Omicidio Bergamini, Michele Padovano: «Ricevette una strana telefonata, non aveva motivi per il SUICIDIO, lo abbiamo detto sempre. É stata restituita DIGNITA’ alla FAMIGLIA»

Article image:Omicidio Bergamini, Michele Padovano: «Ricevette una strana telefonata, non aveva motivi per il SUICIDIO, lo abbiamo detto sempre. É stata restituita DIGNITA’ alla FAMIGLIA»

Le parole di Michele Padovano, ex calciatore della Juventus, sulla sentenza per l’omicidio di Donato Bergamini. Tutti i dettagli

Si è conclusa ieri con la condanna dell’ex fidanzata l’oscura vicenda di Denis Bergamini, il calciatore del Cosenza per anni considerato suicida e, invece, ucciso il 18 novembre 1989. A parlarne a La Gazzetta dello Sport è Michele Padovano, compagno di squadra che il giorno dopo gli dedicò un gol e che ieri era presente alò tribunale di Cosenza.

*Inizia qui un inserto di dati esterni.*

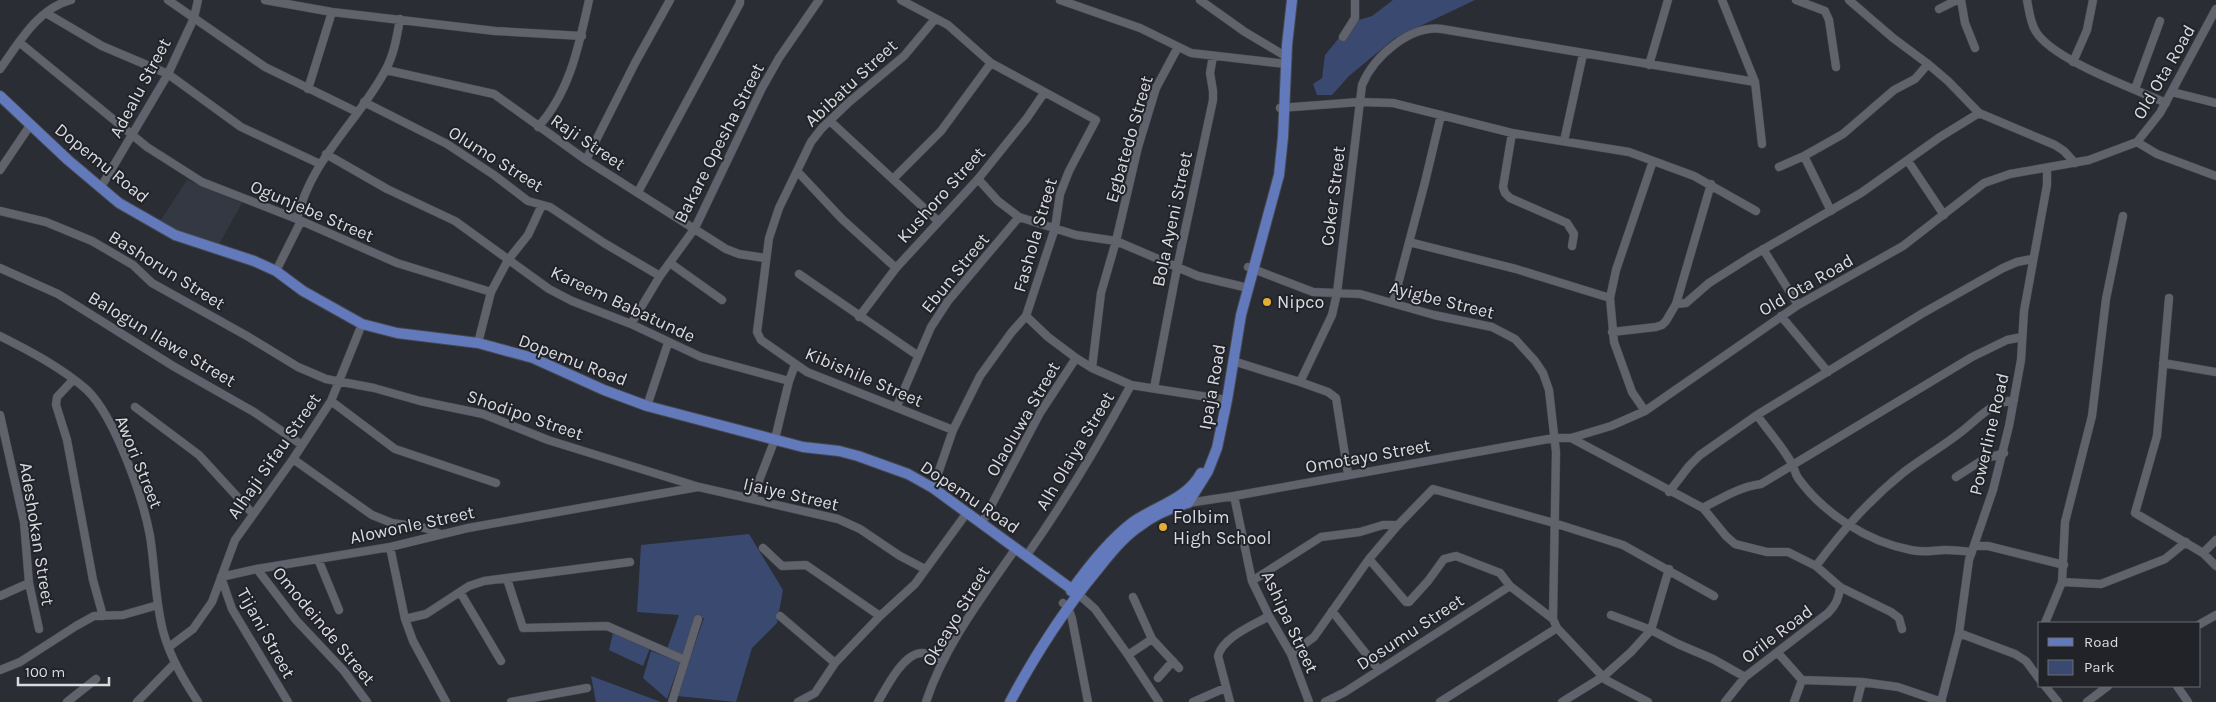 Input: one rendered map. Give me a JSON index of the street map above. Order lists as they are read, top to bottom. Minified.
{"streets":{"main road":["Dopemu Road","Ipaja Road"],"street":["Old Ota Road","Abibatu Street","Adealu Street","Egbatedo Street","Raji Street","Bakare Opesha Street","Olumo Street","Kushoro Street","Coker Street","Ogunjebe Street","Bola Ayeni Street","Fashola Street","Bashorun Street","Ebun Street","Ayigbe Street","Kareem Babatunde","Balogun Ilawe Street","Kibishile Street","Shodipo Street","Olaoluwa Street","Powerline Road","Alh Olaiya Street","Alhaji Sifau Street","Omotayo Street","Awori Street","Ijaiye Street","Alowonle Street","Adeshokan Street","Okeayo Street","Ashipa Street","Omodeinde Street","Dosumu Street","Tijani Street","Orile Road"]},"crossings":[["Old Ota Road","Ayigbe Street"],["Old Ota Road","Powerline Road"],["Old Ota Road","Omotayo Street"],["Abibatu Street","Raji Street"],["Abibatu Street","Kibishile Street"],["Adealu Street","Dopemu Road"],["Adealu Street","Ogunjebe Street"],["Raji Street","Bakare Opesha Street"],["Raji Street","Kibishile Street"],["Bakare Opesha Street","Olumo Street"],["Bakare Opesha Street","Kareem Babatunde"],["Dopemu Road","Fashola Street"],["Dopemu Road","Olaoluwa Street"],["Dopemu Road","Alh Olaiya Street"],["Dopemu Road","Alhaji Sifau Street"],["Dopemu Road","Okeayo Street"],["Kushoro Street","Fashola Street"],["Coker Street","Ayigbe Street"],["Fashola Street","Kibishile Street"],["Bashorun Street","Shodipo Street"],["Bashorun Street","Alhaji Sifau Street"],["Ebun Street","Kibishile Street"],["Ayigbe Street","Ipaja Road"],["Ayigbe Street","Omotayo Street"],["Balogun Ilawe Street","Alhaji Sifau Street"],["Ipaja Road","Omotayo Street"],["Shodipo Street","Alhaji Sifau Street"],["Shodipo Street","Ijaiye Street"],["Shodipo Street","Alowonle Street"],["Alhaji Sifau Street","Alowonle Street"],["Alhaji Sifau Street","Tijani Street"],["Omotayo Street","Ashipa Street"],["Ijaiye Street","Alowonle Street"],["Alowonle Street","Omodeinde Street"],["Alowonle Street","Tijani Street"]],"places":["Nipco","Folbim High School"],"legend":["Road","Park"],"scale_bar":"100 m"} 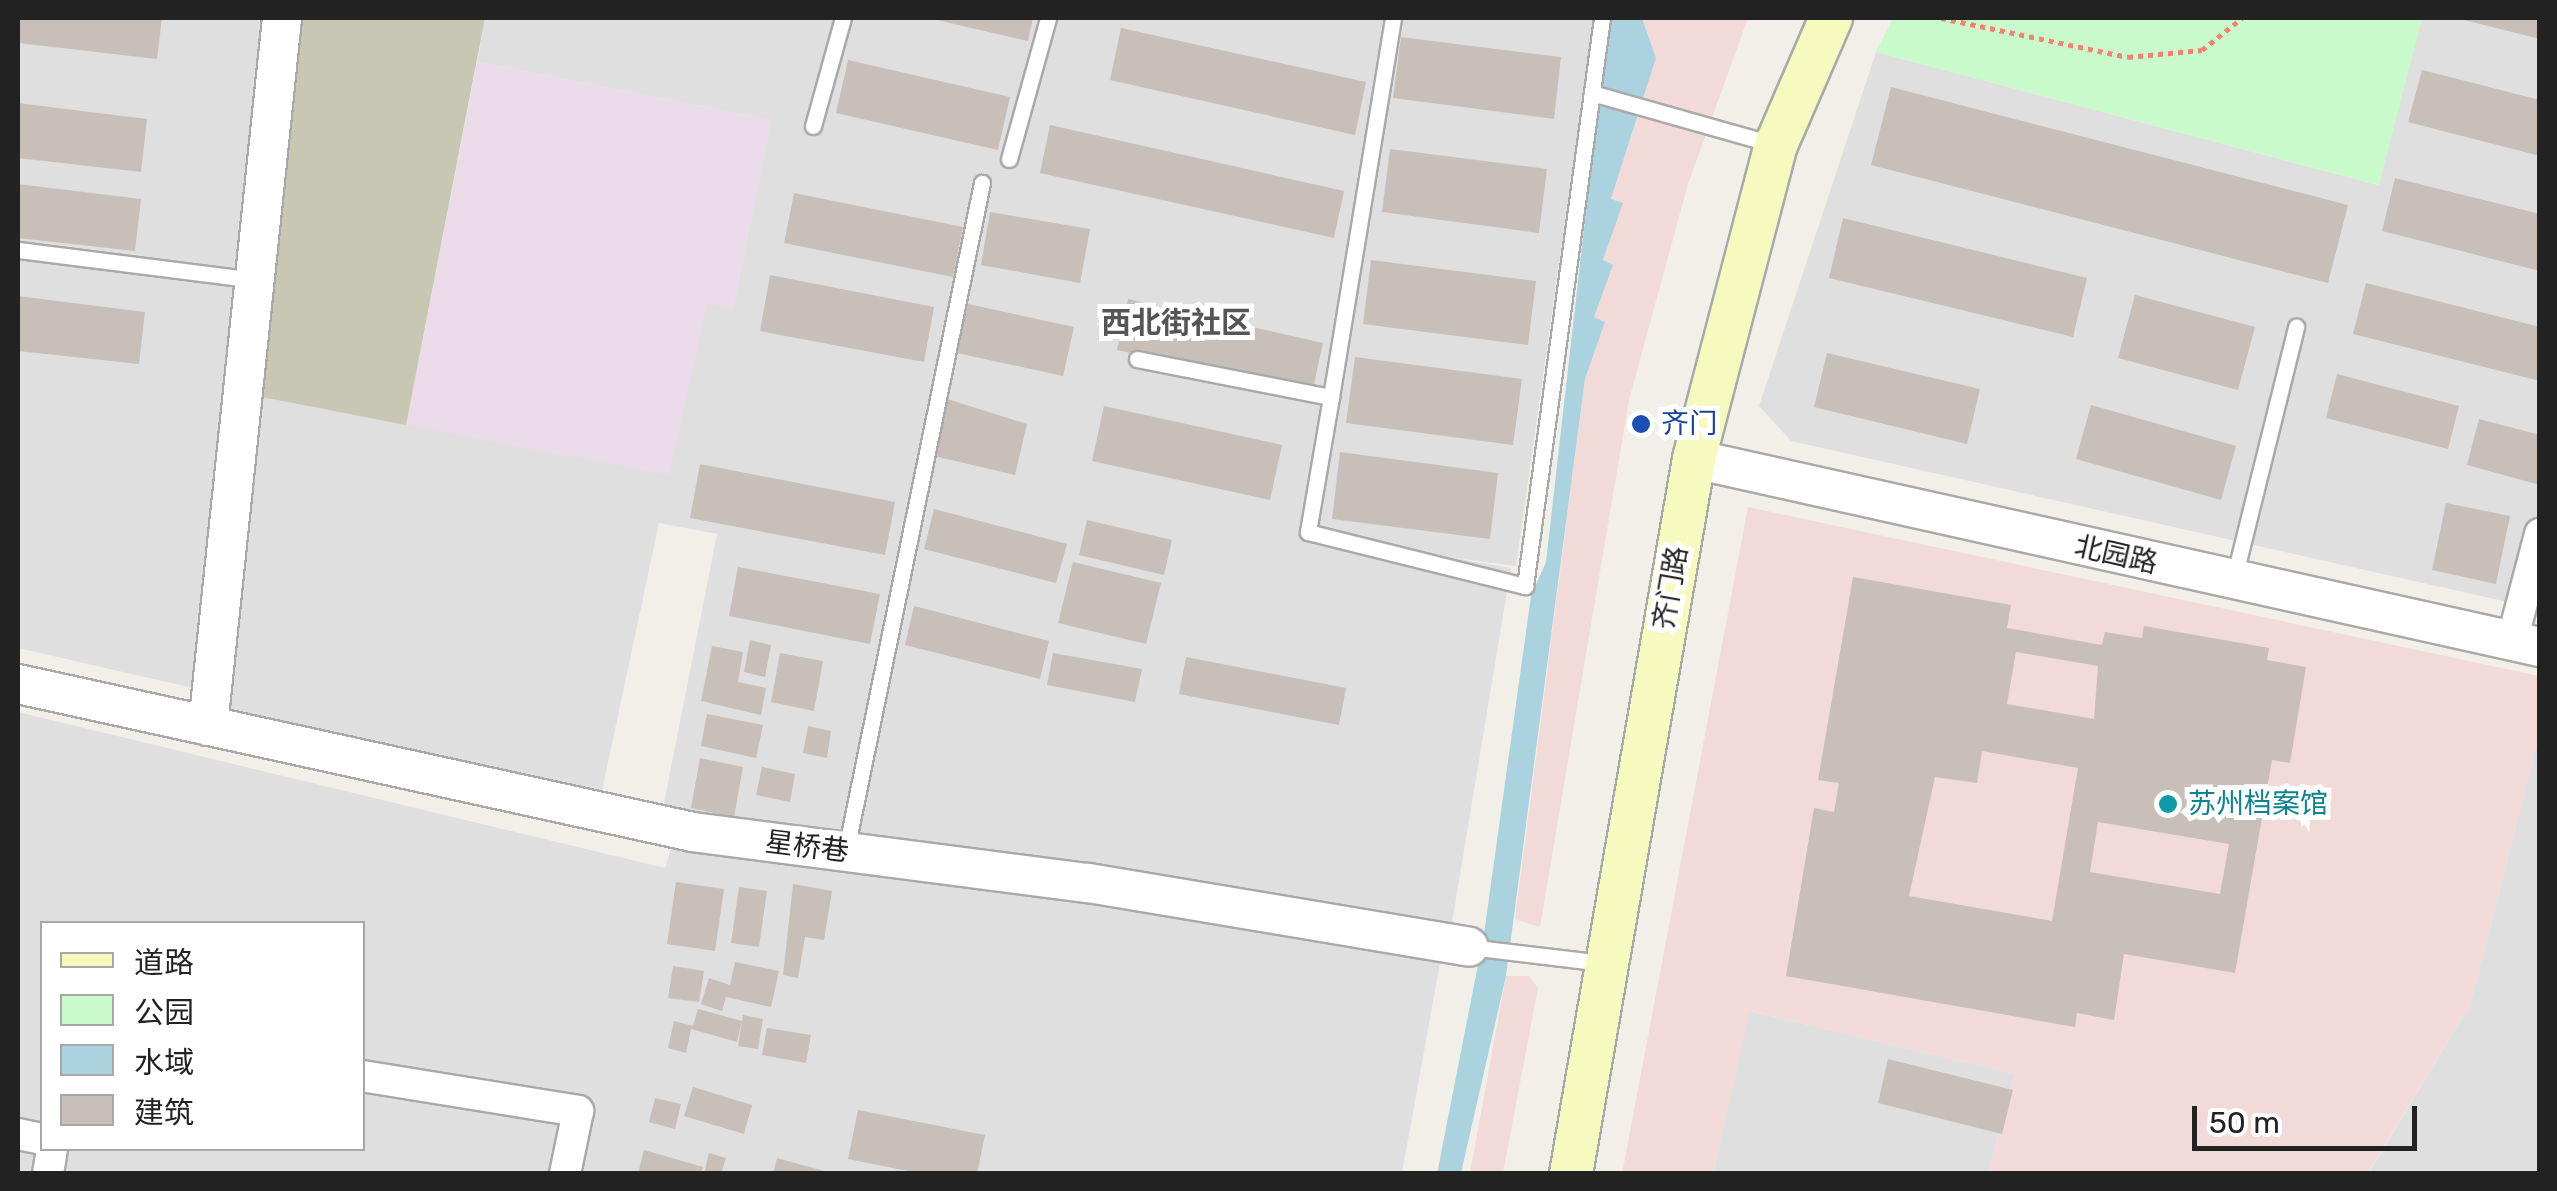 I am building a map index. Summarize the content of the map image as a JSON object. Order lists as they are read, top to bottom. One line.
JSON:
{"streets":{"main road":["齐门路"],"street":["北园路","星桥巷"]},"crossings":[["北园路","齐门路"],["齐门路","星桥巷"]],"districts":["西北街社区"],"places":["齐门","苏州档案馆"],"legend":["道路","公园","水域","建筑"],"scale_bar":"50 m"}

LA FAMIGLIA«È stata restituita dignità alla famiglia e a noi compagni che volevamo bene a questo ragazzo, che per 35 anni è stato travolto da eventi incredibili. Lui è stato per me come un fratello maggiore. Ero con lui nella stanza d’hotel quel maledetto giorno. L’ho visto rispondere al telefono, accettare d’incontrare gli assassini. Anche se allora non disse nulla».LASCIO’ IL CINEMA DOVE ERANO«E non l’abbiamo più rivisto…Non c’erano i telefonini. Quando i dirigenti si accorsero della sua assenza, rimasero spiazzati. Denis era un tipo tranquillo, preciso. Mai avrebbe lasciato il ritiro».LA FIDANZATA«Isabella chiamò che era già ora di cena. E ci disse che si era suicidato, gettandosi sotto un tir».MOTIVI PER SUICIDARSI«Nessuno… Nessuno… Come si poteva dare credito a quella versione. Noi compagni eravamo senza parole, sapevamo che le cose erano diverse. Lo abbiamo sempre detto. Anche a chi allora stava indagando».DISSE DELLA STRANA TELEFONATA«Certo, lo dissi subito ai miei compagni. E ai dirigenti. E lo dissi al magistrato di allora a Castrovillari…»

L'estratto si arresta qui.